Scarification of yellowish and greenish seeds of Retama sphaerocarpa for 2 h up to 4 h soaking in pure sulfuric acid (96%) significantly improved the rate and speed of germination. In contrast, blackish seeds still did not germinate after scarification confirming that their inability to germinate was not related to coat hardness but it is related to the embryo itself (male formations, loss of viability). Fabião (2011), Fabião et al. (2014) and Kheloufi et al. (2020) found the same beneficial results of chemical scarification by sulfuric acid on the germination of Retama sphaerocarpa seeds from Portugal. Similarly, chemical scarification by sulfuric acid also gave a very satisfactory effect on the rate and speed of germination of Retama raetam (Chalabi 2008; Mehdadi et al. 2017) and Retama monosperma seeds (Bouredja et al. 2011).

We found that the most beneficial soaking time in sulfuric acid for germination was different according to the color of Retama sphaerocarpa seeds. Clearly, greenish seeds were significantly more resistant to longer soaking times in sulfuric acid (up to 4 h of soaking with 100% germination) compared to the yellowish seeds which decreased considerably their percentage of germination beyond 3 h of soaking.
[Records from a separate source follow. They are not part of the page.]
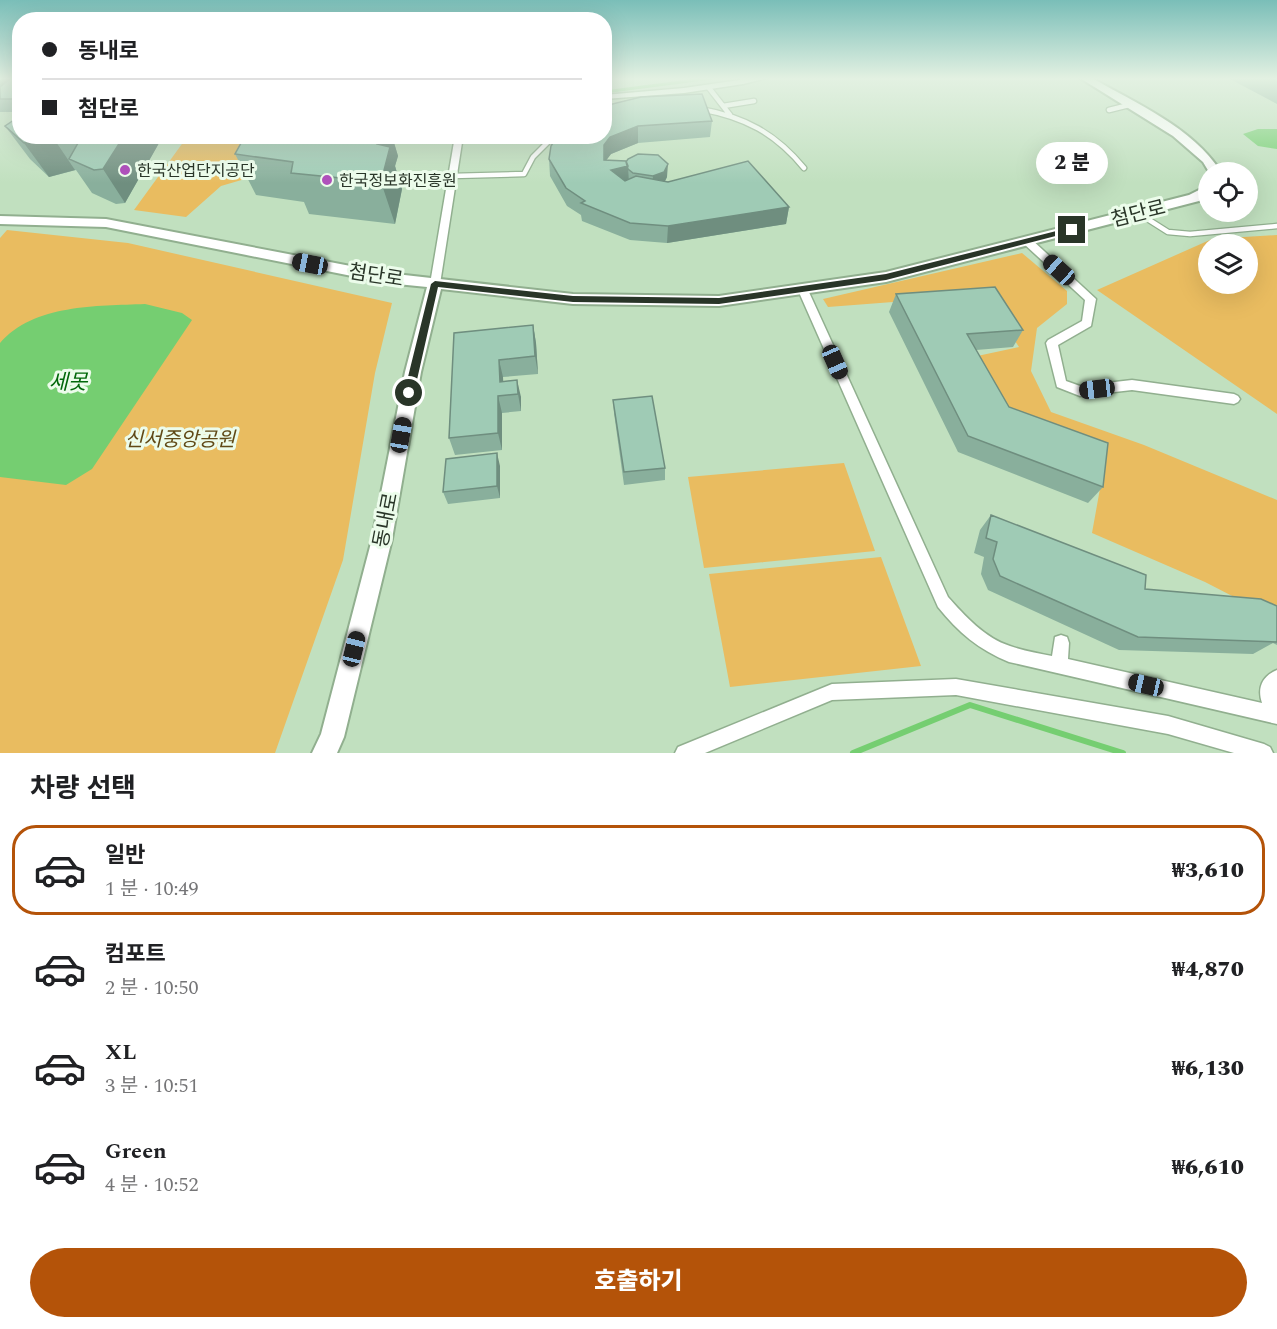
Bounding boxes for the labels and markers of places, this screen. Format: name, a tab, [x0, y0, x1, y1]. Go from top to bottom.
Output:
place label: 한국산업단지공단	[137, 159, 255, 183]
marker: 한국산업단지공단	[118, 163, 132, 177]
place label: 한국정보화진흥원	[339, 169, 457, 193]
marker: 한국정보화진흥원	[320, 173, 334, 187]

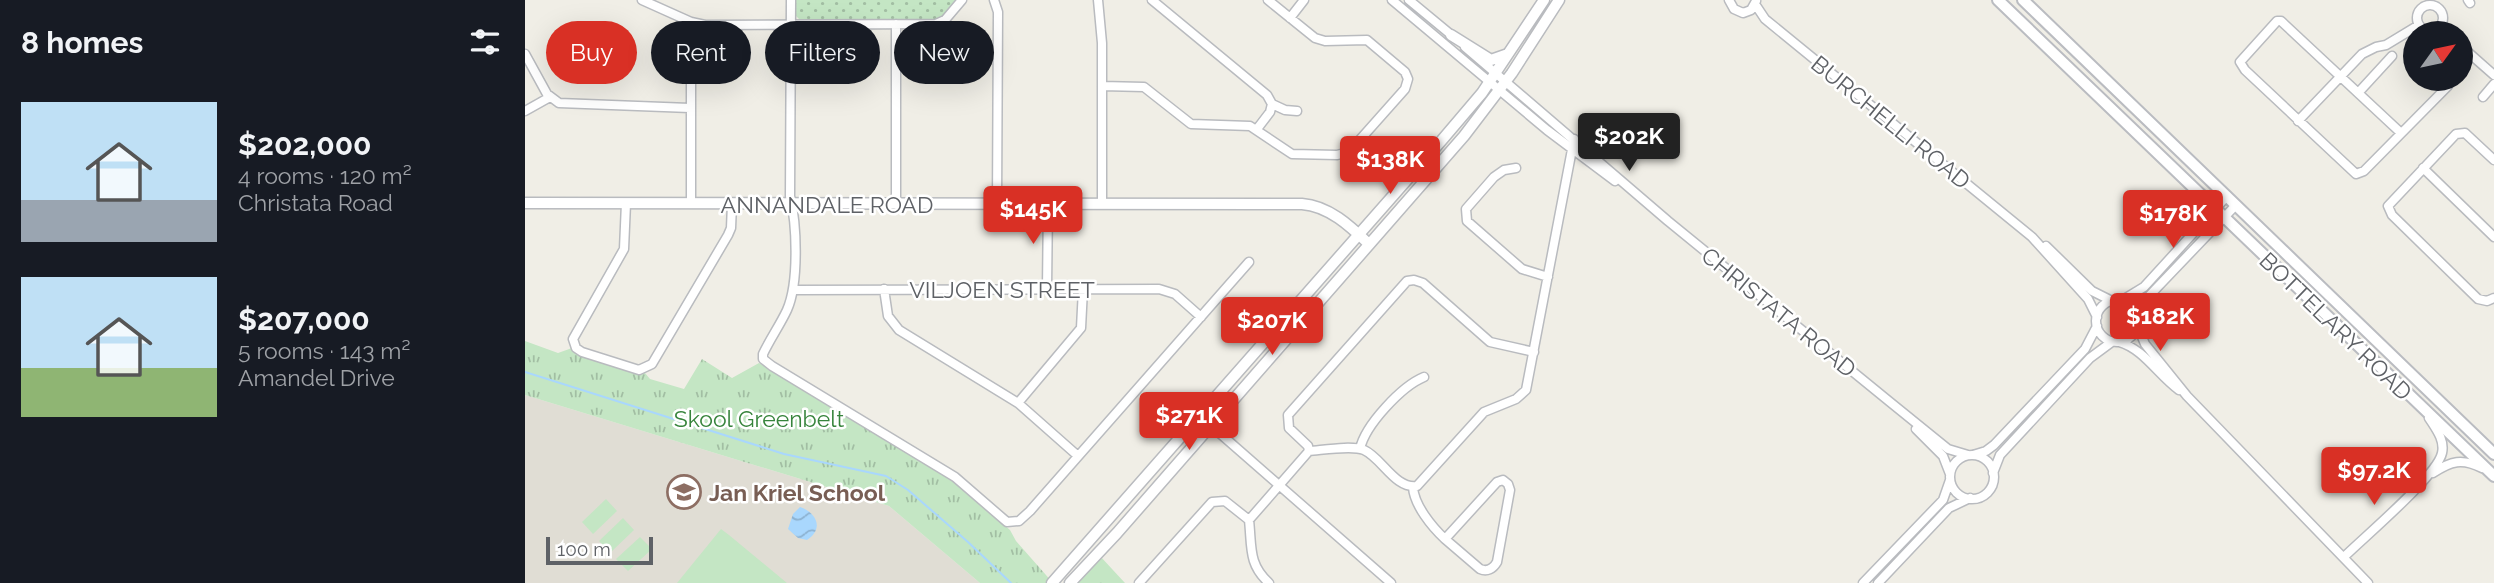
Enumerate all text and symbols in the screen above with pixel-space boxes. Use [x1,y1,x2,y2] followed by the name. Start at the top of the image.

By comparing the three species of the genus Retama, we noticed a difference in their tegumentary hardness. Retama raetam and Retama monosperma have harder seed coats. They require between 6 and 8 h of soaking in sulfuric acid to reach 100% germination (Chalabi 2008; Bouredja et al. 2011 and Mehdadi et al. 2017) whereas we found that Retama sphaerocarpa seeds only require between 2 and 4 h of soaking in sulfuric acid to reach 100% germination.

Conclusions

The results of this work provided new information on the biology of the reproduction of Retama sphaerocarpa especially germinative behavior of the seeds in relation to their color. It would be interesting to search for the cause of the tegument color change from yellowish to greenish and blackish at the end. The phytochemical analyses of the teguments can give additional information. It would also be important to better understand why black seeds attract insects and why they lose their viability. The answer to these questions will be the subject of our future research.